While an art student at the University of California, Berkeley in the early 1970s, Paul Mlyniec set out to develop a three-dimensional painting medium—one that would combine the fluidity of painting with the spatial presence of sculpture and allow artists to mark up space by floating brush strokes in the air with a wave of the hand. It was as much about the painting process as it was about viewing process. After surveying the limited 3D technologies available at the time, he returned to the University to earn a degree in Computer Engineering, and graduated in 1984, just as the computer graphics industry was being born.

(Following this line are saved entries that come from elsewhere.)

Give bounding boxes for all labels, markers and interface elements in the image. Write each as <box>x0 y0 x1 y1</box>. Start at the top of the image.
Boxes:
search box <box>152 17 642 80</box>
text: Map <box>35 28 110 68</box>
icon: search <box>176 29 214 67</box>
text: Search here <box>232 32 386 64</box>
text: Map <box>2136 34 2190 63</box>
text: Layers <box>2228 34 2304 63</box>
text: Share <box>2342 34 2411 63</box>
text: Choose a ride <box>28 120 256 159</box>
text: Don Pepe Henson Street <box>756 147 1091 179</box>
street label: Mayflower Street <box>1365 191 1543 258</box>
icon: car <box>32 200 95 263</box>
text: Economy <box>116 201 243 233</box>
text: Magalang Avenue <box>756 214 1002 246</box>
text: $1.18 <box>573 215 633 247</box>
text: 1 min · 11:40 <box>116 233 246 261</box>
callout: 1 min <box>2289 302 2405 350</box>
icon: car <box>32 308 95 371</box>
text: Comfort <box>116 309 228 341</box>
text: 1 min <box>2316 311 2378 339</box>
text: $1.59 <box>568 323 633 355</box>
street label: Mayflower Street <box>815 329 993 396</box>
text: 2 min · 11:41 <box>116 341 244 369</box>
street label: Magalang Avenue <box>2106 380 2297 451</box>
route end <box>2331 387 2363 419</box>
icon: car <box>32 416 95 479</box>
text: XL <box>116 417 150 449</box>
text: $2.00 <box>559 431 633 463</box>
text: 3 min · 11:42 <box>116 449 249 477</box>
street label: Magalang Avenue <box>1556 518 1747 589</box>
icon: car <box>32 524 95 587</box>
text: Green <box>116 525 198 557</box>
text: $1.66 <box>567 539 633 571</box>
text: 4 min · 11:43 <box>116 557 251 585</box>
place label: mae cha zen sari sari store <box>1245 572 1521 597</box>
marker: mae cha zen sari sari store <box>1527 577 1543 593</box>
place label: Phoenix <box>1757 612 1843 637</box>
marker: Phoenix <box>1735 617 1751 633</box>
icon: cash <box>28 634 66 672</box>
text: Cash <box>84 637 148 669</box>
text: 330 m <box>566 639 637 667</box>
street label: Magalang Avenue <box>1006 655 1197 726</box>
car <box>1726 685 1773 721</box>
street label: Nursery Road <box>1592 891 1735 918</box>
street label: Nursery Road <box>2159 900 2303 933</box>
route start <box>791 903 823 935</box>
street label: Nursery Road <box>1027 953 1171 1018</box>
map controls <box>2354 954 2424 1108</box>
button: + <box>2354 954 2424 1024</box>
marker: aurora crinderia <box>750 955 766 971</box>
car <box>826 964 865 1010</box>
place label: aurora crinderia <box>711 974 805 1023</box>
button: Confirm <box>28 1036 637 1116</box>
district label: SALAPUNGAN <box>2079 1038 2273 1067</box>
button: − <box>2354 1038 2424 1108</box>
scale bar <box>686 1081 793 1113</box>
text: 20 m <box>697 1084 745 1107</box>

Over the next decade and a half Mlyniec produced award-winning 3D virtual reality software and in 1998 he founded DigitalArtForms to focus his professional efforts exclusively on the development and commercialization of the 3D painting system. In 2003 Digital ArtForms released the world's first commercial immersive modeling system. In 2015 he released an immersive CAD system called MakeVR with HTC and Sixense Entertainment.
Throughout this time Mlyniec has created a varied body of three-dimensional physical paintings—stuffed canvases, canvas-upholstered constructions, plexiglass constructions, and coated found objects. His layered transparent paintings (the Box Paintings) are a common thread throughout these years and are possibly Mlyniec’s most natural expression.